When you think of the top NBA superstars of the 21st century, Kyle Lowry is rarely mentioned. Kobe Bryant, LeBron James, Steph Curry, Kevin Durant, and more dominate the conversation. Meanwhile, Lowry goes about his business every season as one of the most consistent and under-appreciated stars of the last decade.
Now with six All-Star appearances and an NBA title with the Toronto Raptors to his name, Lowry has a more compelling Hall of Fame case than you might think.
Kyle Lowry’s underrated NBA career
Lowry has been one of the most popular NBA players over the last 10 years, but he’s been long overshadowed by the all-time greats playing in today’s NBA. In the Eastern Conference, LeBron James took all the shine his entire career, while Lowry quietly led the Raptors to high playoff seeds year after year.
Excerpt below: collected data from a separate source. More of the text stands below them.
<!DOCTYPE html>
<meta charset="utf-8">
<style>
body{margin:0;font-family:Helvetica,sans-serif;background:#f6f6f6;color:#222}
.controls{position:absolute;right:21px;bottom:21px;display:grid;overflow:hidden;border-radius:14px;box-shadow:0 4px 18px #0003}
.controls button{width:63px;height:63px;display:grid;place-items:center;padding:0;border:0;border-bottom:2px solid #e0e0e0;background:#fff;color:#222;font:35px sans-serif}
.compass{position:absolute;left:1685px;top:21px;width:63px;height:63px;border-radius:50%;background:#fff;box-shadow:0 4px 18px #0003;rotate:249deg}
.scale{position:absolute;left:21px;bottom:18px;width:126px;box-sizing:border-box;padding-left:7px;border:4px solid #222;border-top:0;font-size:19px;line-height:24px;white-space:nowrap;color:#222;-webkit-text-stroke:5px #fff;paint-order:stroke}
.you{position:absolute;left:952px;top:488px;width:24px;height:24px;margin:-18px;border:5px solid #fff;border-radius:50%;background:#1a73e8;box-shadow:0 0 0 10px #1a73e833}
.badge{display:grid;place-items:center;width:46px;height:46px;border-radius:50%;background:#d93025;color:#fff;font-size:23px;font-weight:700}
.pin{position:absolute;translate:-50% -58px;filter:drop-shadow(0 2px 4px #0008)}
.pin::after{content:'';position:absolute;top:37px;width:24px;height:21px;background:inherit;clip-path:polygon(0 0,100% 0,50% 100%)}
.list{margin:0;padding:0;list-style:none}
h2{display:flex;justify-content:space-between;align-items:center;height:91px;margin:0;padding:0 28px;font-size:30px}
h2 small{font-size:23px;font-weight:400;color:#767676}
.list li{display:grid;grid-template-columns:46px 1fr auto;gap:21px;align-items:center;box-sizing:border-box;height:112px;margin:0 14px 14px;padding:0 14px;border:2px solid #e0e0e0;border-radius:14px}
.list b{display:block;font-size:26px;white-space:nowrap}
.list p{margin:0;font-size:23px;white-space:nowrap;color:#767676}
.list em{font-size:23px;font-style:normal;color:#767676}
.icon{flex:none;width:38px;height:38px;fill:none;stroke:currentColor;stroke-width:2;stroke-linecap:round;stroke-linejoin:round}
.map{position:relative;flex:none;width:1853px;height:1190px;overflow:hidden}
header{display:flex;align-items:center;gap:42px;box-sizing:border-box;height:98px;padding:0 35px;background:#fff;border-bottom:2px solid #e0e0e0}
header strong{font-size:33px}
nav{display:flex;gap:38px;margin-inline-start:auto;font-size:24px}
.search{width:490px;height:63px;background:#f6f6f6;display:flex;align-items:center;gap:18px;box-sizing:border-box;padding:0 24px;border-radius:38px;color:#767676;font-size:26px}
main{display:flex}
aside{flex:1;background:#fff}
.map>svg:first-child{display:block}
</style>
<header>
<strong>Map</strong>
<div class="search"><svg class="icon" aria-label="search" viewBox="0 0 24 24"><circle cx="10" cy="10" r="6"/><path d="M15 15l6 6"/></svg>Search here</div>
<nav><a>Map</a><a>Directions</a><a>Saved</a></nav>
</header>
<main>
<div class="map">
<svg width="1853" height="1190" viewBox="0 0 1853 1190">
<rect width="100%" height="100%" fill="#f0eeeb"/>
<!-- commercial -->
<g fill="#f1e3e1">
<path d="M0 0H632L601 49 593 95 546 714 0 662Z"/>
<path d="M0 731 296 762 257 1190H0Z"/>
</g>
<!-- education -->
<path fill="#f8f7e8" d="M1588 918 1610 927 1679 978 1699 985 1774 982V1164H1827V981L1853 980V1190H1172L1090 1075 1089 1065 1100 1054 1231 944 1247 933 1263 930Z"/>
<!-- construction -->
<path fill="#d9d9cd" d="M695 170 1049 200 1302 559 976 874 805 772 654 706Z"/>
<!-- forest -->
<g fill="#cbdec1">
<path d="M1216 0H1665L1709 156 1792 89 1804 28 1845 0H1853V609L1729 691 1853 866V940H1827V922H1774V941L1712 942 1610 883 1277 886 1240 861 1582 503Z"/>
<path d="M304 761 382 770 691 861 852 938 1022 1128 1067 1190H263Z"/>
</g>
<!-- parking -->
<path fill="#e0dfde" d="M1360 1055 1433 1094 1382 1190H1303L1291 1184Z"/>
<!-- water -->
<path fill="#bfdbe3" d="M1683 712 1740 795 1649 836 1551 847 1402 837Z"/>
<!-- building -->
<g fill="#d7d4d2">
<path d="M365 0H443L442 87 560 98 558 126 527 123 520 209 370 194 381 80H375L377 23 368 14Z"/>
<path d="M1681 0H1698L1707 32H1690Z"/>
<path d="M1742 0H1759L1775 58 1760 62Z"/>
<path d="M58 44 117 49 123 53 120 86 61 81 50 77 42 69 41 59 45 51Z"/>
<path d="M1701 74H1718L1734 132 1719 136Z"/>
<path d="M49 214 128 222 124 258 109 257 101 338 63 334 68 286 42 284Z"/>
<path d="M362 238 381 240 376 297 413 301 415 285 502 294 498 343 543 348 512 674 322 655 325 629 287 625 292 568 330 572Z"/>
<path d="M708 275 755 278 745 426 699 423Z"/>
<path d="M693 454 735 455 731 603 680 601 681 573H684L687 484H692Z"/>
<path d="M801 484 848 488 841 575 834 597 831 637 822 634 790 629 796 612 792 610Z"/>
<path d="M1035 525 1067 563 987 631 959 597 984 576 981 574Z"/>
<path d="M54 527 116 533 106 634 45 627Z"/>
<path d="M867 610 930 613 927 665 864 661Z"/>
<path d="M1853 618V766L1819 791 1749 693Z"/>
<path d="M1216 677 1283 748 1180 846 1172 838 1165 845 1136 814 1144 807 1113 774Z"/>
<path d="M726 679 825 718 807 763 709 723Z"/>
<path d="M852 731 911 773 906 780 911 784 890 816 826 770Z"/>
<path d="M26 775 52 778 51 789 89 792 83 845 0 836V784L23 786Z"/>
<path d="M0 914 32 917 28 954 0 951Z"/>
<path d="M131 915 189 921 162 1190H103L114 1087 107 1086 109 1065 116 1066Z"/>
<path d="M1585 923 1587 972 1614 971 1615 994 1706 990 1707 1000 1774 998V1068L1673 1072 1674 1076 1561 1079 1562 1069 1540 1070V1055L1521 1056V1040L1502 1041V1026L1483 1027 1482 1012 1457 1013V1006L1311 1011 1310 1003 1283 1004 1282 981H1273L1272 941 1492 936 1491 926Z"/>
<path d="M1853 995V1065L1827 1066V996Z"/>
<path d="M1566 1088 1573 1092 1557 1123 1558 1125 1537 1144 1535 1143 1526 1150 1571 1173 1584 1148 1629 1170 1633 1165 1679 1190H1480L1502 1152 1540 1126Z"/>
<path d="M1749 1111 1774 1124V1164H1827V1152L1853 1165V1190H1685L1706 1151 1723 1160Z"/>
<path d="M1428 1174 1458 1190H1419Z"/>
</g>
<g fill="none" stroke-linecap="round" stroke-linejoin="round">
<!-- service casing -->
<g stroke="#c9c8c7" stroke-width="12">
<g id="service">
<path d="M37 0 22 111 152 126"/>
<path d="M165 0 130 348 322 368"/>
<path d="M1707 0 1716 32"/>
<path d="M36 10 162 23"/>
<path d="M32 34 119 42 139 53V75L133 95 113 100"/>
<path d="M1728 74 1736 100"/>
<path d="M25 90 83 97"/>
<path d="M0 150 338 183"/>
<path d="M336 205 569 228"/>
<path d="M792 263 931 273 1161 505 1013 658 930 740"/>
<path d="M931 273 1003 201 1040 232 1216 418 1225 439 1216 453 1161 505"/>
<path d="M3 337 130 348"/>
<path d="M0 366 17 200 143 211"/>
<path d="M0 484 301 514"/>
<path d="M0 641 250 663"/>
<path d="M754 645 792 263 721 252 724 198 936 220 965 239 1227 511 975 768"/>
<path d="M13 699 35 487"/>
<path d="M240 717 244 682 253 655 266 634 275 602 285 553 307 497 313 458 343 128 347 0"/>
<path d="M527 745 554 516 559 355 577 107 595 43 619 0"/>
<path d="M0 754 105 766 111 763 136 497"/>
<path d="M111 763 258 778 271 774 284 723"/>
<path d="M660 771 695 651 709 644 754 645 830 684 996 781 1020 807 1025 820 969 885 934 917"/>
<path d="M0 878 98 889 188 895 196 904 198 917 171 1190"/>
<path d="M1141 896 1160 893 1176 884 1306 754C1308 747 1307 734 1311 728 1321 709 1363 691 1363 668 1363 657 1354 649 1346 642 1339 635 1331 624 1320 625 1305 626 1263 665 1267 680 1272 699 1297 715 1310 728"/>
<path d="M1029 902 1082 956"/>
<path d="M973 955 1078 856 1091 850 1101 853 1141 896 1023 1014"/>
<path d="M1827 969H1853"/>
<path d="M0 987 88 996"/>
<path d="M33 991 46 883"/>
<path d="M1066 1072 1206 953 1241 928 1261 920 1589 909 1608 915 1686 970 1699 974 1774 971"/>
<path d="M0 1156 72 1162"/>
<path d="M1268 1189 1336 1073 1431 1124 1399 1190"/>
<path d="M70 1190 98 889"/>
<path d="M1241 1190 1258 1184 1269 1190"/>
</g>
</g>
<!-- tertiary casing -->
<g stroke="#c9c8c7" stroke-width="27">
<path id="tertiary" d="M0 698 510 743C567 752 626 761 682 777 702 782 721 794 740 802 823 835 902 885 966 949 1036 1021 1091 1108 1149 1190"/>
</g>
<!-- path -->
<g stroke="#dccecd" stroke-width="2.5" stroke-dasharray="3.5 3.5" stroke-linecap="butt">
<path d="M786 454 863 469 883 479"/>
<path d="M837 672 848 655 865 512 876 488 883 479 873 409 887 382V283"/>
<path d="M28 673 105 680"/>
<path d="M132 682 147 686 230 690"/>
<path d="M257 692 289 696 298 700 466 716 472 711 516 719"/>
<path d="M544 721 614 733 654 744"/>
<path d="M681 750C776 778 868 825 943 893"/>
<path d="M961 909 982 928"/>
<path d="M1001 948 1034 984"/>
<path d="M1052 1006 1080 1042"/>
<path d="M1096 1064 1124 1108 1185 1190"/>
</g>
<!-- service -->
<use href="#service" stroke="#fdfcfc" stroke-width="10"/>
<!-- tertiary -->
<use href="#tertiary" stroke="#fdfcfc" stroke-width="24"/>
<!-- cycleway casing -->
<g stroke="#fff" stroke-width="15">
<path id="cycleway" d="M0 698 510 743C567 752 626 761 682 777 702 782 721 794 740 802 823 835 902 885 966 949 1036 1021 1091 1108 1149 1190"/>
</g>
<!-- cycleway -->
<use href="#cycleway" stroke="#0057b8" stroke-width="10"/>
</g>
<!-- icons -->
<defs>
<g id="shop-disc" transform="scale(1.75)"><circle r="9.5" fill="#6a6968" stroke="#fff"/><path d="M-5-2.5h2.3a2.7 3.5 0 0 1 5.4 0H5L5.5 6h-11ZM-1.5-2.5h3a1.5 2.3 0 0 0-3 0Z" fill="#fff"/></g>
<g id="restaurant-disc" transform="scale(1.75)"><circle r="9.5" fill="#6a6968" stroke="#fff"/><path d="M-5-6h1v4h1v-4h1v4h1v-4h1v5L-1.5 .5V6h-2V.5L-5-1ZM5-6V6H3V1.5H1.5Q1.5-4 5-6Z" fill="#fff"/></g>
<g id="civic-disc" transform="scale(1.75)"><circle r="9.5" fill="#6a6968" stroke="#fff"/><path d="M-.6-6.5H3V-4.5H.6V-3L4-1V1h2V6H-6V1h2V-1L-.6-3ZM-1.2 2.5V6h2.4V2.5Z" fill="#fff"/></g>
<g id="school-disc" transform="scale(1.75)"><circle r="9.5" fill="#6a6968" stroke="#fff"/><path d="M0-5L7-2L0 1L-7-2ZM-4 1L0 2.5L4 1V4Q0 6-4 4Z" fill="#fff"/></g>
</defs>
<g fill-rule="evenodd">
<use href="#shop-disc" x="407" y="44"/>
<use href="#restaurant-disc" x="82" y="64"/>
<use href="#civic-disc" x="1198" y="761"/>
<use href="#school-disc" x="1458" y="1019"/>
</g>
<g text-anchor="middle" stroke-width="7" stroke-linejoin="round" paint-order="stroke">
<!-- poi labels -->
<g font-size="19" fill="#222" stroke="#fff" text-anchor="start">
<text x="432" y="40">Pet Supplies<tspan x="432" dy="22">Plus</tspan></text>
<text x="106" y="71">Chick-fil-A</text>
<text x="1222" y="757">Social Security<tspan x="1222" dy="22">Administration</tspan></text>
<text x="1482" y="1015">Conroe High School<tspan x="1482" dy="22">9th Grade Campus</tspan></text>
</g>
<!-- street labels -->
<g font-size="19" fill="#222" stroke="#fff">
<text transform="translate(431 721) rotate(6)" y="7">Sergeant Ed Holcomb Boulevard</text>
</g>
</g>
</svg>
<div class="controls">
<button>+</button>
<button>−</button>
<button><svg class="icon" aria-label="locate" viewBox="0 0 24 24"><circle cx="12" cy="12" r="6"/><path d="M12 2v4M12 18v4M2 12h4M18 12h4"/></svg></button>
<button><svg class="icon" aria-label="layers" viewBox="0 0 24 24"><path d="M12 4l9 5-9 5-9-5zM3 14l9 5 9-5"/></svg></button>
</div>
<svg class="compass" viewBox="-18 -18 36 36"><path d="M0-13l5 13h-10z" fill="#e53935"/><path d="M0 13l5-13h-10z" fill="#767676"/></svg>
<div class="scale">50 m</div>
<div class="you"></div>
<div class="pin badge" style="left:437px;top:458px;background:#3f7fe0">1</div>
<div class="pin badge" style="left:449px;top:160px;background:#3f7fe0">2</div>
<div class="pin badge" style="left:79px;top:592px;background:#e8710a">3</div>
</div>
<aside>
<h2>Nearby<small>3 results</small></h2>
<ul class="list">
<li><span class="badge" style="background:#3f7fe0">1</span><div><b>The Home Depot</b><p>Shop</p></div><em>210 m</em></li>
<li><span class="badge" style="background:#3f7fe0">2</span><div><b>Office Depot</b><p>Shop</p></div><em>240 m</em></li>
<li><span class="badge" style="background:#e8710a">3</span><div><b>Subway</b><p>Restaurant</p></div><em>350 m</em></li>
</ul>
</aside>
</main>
Since he joined the Raptors in 2012, Lowry averaged over 16 points per game in six of the last eight seasons. He’s also dished out over six assists per game in every season with Toronto. Defensively, Lowry has been one of the peskiest guards in the league his entire career. He averages 1.3 steals per game in the NBA, and his uncanny ability to draw charges frustrates even the best scorers in the league.
Lowry is already in the top 50 in assists and the top 100 in steals in NBA history. If he plays just two or three more seasons, he can easily reach the top 50 in both.
Lowry has six All-Star appearances and an All-NBA Third-Team selection in 2016. He also has an NBA title to his name after last season’s historic championship run.
Lowry has a better resume than multiple Hall of Famers
It’s a bit unfair to compare Lowry to the superstars of today. After all, LeBron James is a top five player of all time, and Kevin Durant might end up there by the end of his career.
Lowry was even overshadowed by his own teammate during last year’s championship season. Kawhi Leonard, a surefire Hall of Famer if he continues along his statistical path, stole all the shine from Lowry en route to a title.
When you look at some of the players currently in the Hall of Fame, though, Lowry ‘s resume stacks up well.
Frank Ramsay, who won seven NBA titles with the Boston Celtics, made the Hall of Fame averaging 13.4 points and 1.8 assists per game. He shot just 39.9% from the field. Lowry has Ramsay beat in almost every statistical category. He’s averaged 14.8 points and 6.2 assists per game on 42.3% shooting over his career.
Ramsay was only inducted because of his seven titles, but he was far from the best player in the Celtics dynasty. Lowry also has a ring of his own, and he was the second-best player all season long.
Lowry has a near-identical resume to Pistons great Chauncey Billups. Many believe he’ll reach the Hall of Fame in the next few years, and if he does, expect to see Lowry follow him in down the road.
Basketball-Reference gives Lowry an 85.7% chance to make the Hall of Fame
Many NBA fans might not see Lowry as a Hall of Famer, but smarter basketball minds sure do. According to Basketball-Reference, Lowry has an 85.7% chance to be inducted after his career ends.
The website’s model takes into account the stats and achievements Hall of Fame voters care about the most. Championships, All-Star appearances, leadership points, and win shares are all at the top of the list, and Lowry checks every box.
Lowry was an underrated NBA player his entire career, but a Hall of Fame induction would silence all his critics.